That's a good question, my friend. There are a number of elements that I think were indicators that the end of Marvel's grandeur was at hand...
* The introduction of characters such as Ms. Marvel, Nova, She-Hulk, and Spider-Woman. That seemed to me to be the start of "Let's cash in on our previous properties with an easy change, rather than something new and exciting!" All three of those characters I cited below were derivative of existing properties. Nova, especially, seemed to me to be an effort to once again catch the Spider-Man lightning in a bottle, but ten years later.
The characters and stories could be very good... but the same could have happened with totally original characters.
* The first company wide crossover. Suddenly, readers had to buy EVERY BOOK to get the full story. To hell with that. I feel that, at the time, nobody was buying every book; and it was far easier to drop four books than pick up eight new ones. This idea works a grand total of ONCE. Everything after that is designed to fail.
* Comics supporting toys. DC had Super Powers, which was fair at best (Kirby IS king...) But Secret Wars? Junk from top to bottom. Characters out of character, villains going out of their way to be ineffective - and look, it's only my opinion, but everybody CAN'T be Captain America. The X-Men, Avengers, etc. are suddenly kidnapped and trapped far out in space. They don't know the status of their loved ones, don't know if they'll ever get home - and here's Doc Ock and the Lizard and Doom are now trying to kill them. The very best of the heroes would come to the villains and explain that they're all in the same boat, and damn the Beyonder - they ALL have to work on getting home.

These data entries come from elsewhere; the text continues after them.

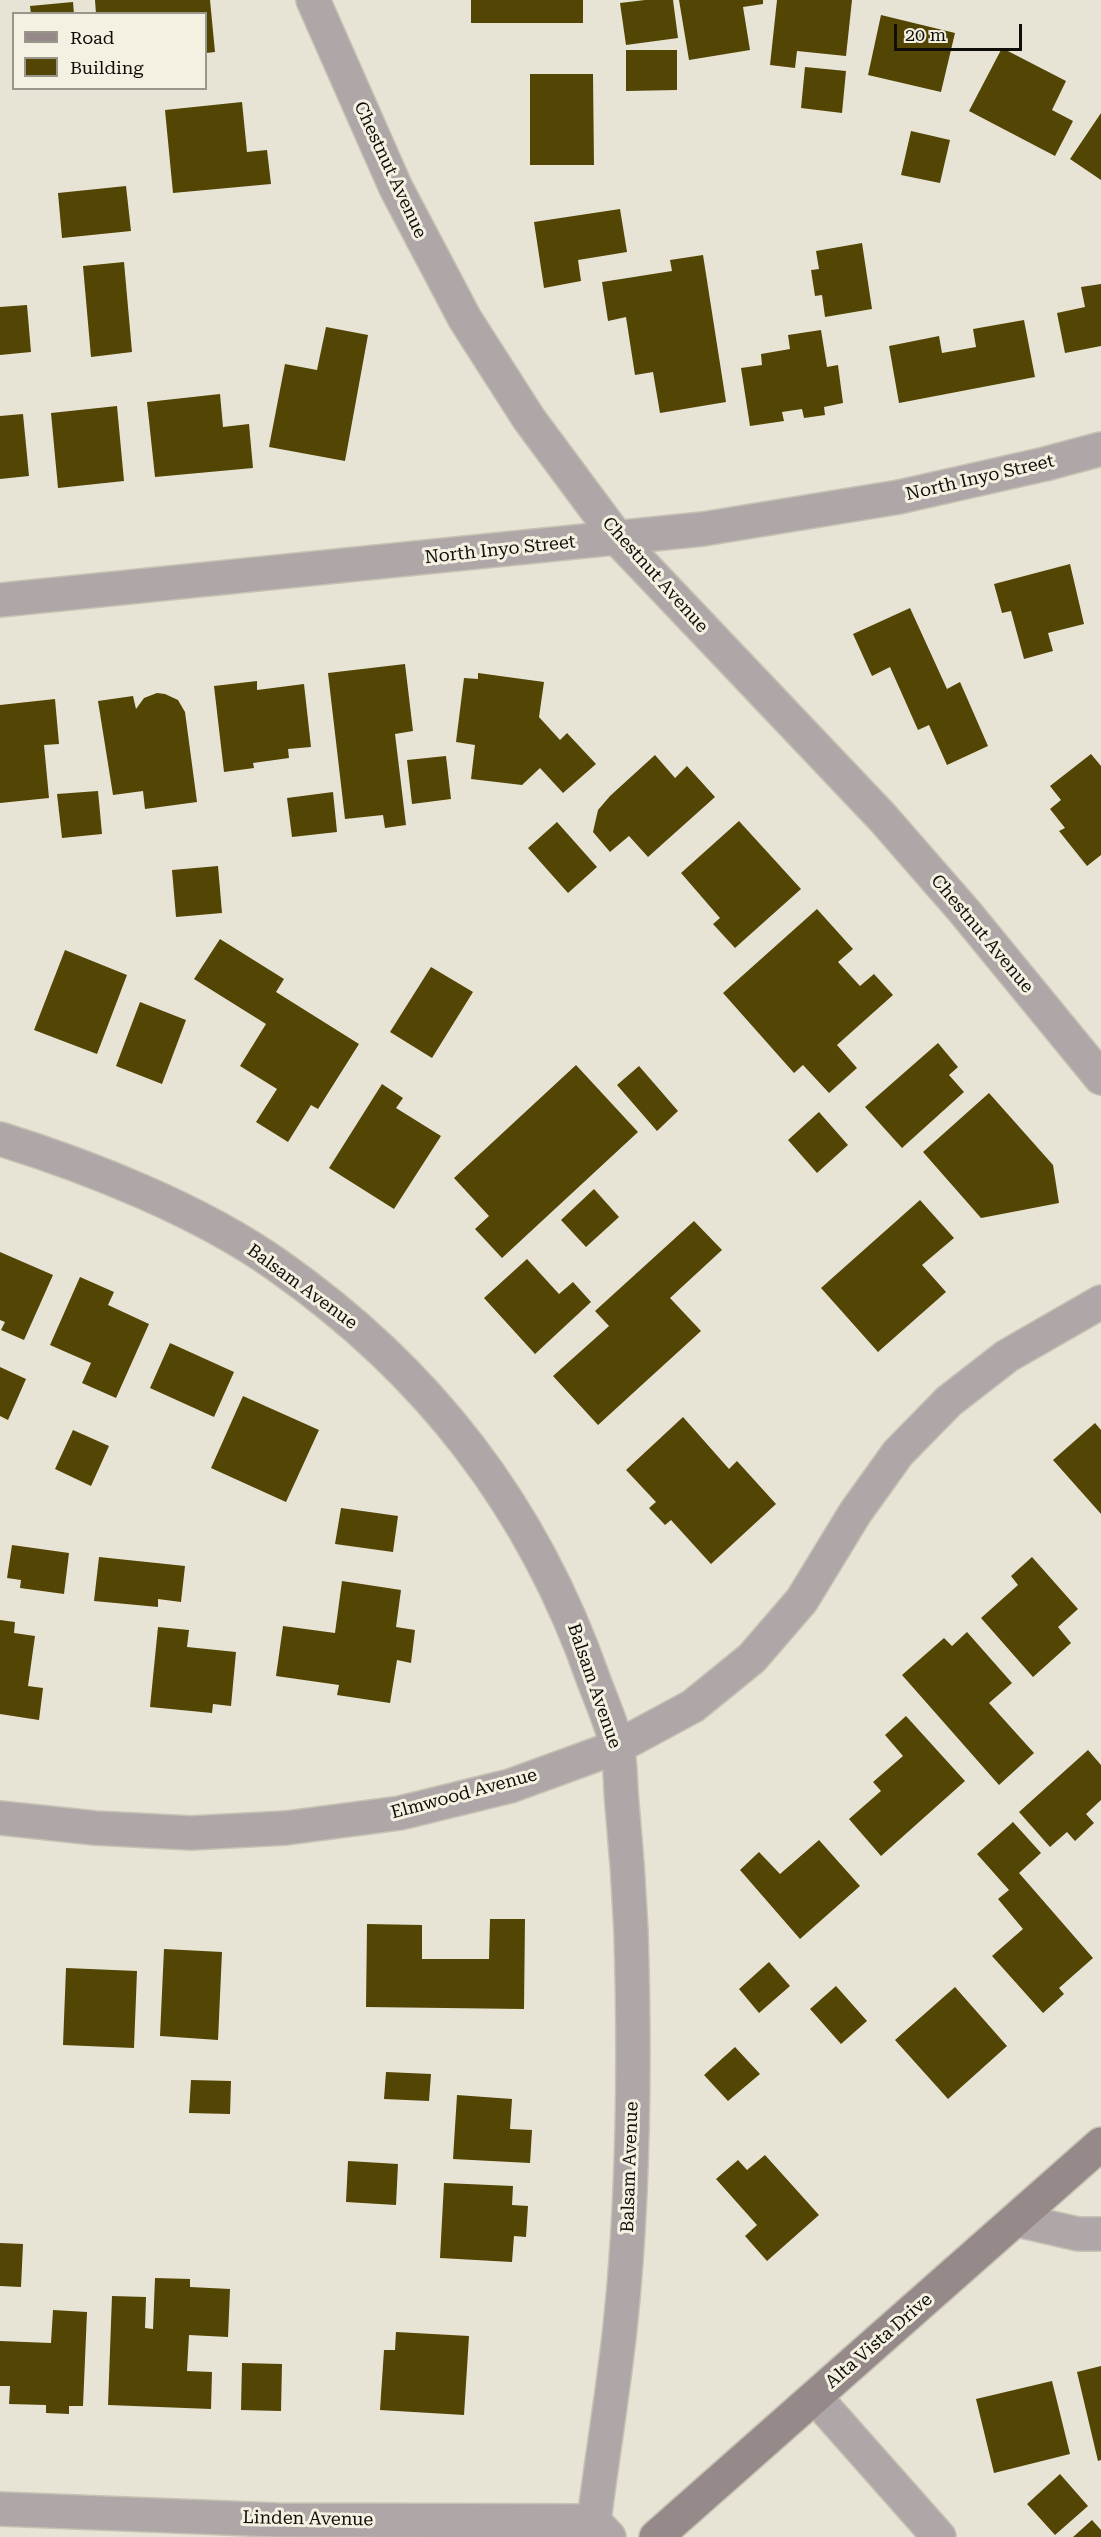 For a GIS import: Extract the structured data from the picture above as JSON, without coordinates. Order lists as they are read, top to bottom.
{
  "streets": {
    "street": [
      "Chestnut Avenue",
      "North Inyo Street",
      "Balsam Avenue",
      "Elmwood Avenue",
      "Alta Vista Drive",
      "Linden Avenue"
    ]
  },
  "crossings": [
    ["Chestnut Avenue", "North Inyo Street"],
    ["Balsam Avenue", "Elmwood Avenue"],
    ["Balsam Avenue", "Linden Avenue"]
  ],
  "legend": ["Road", "Building"],
  "scale_bar": "20 m"
} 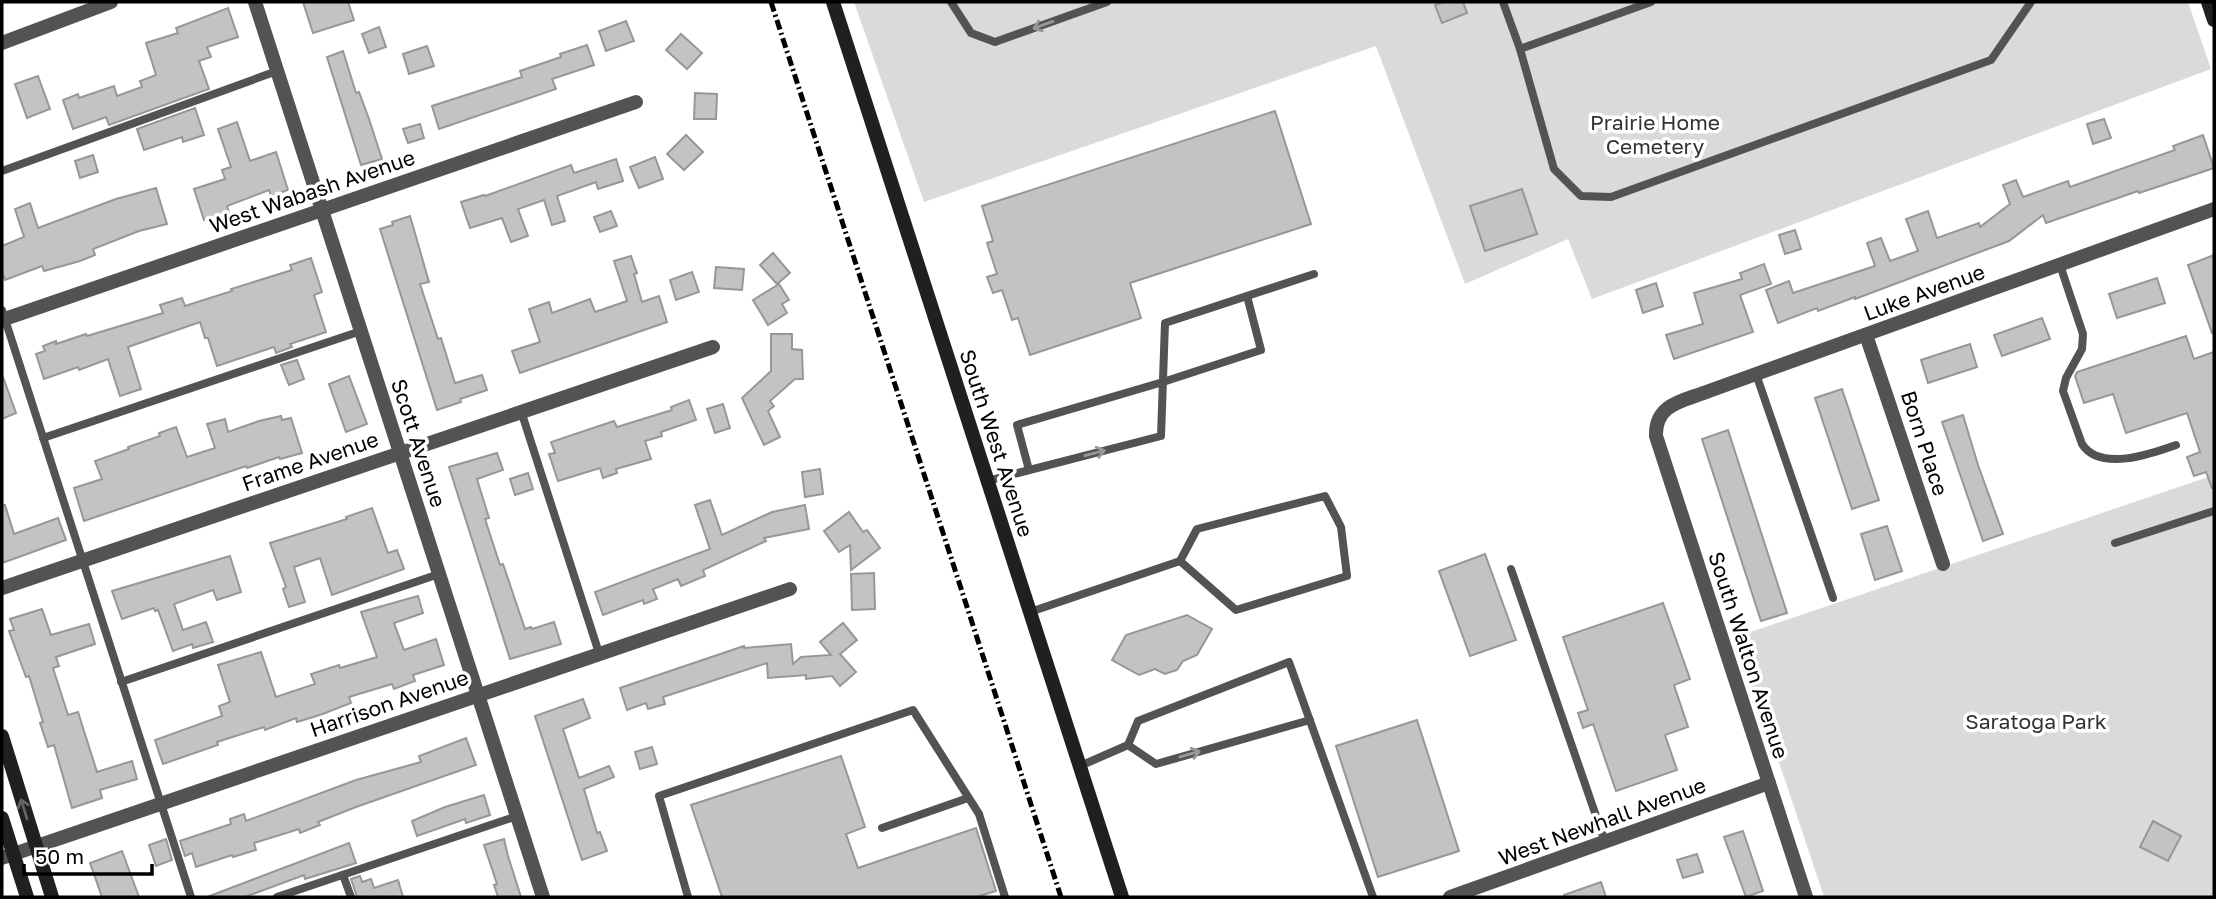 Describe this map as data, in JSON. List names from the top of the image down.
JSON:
{
  "streets": {
    "street": [
      "West Wabash Avenue",
      "Luke Avenue",
      "Scott Avenue",
      "South West Avenue",
      "Born Place",
      "Frame Avenue",
      "South Walton Avenue",
      "Harrison Avenue",
      "West Newhall Avenue"
    ]
  },
  "crossings": [
    ["West Wabash Avenue", "Scott Avenue"],
    ["Luke Avenue", "Born Place"],
    ["Luke Avenue", "South Walton Avenue"],
    ["Scott Avenue", "Frame Avenue"],
    ["Scott Avenue", "Harrison Avenue"],
    ["South Walton Avenue", "West Newhall Avenue"]
  ],
  "parks": ["Prairie Home Cemetery", "Saratoga Park"],
  "scale_bar": "50 m"
}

But how the Hulk didn't just tear the arms off Doc Ock and the armor off Doom mystifies me. Or how Wolverine didn't take matters into his own hands, and be the running man in one night to slit 100 throats.
* The advent of Comic Shop ONLY distribution. Direct sales were fine; it allowed better access to comics. But when that turned into "You can't get comics at your department store/drugstore/bookstore, but only at Costly Comics Cavalcade... I think that hurt matters a lot.
I reckon that's probably about the extent of when I thought comics were last really great. Although I'll probably think of more... that mind of mine never sleeps.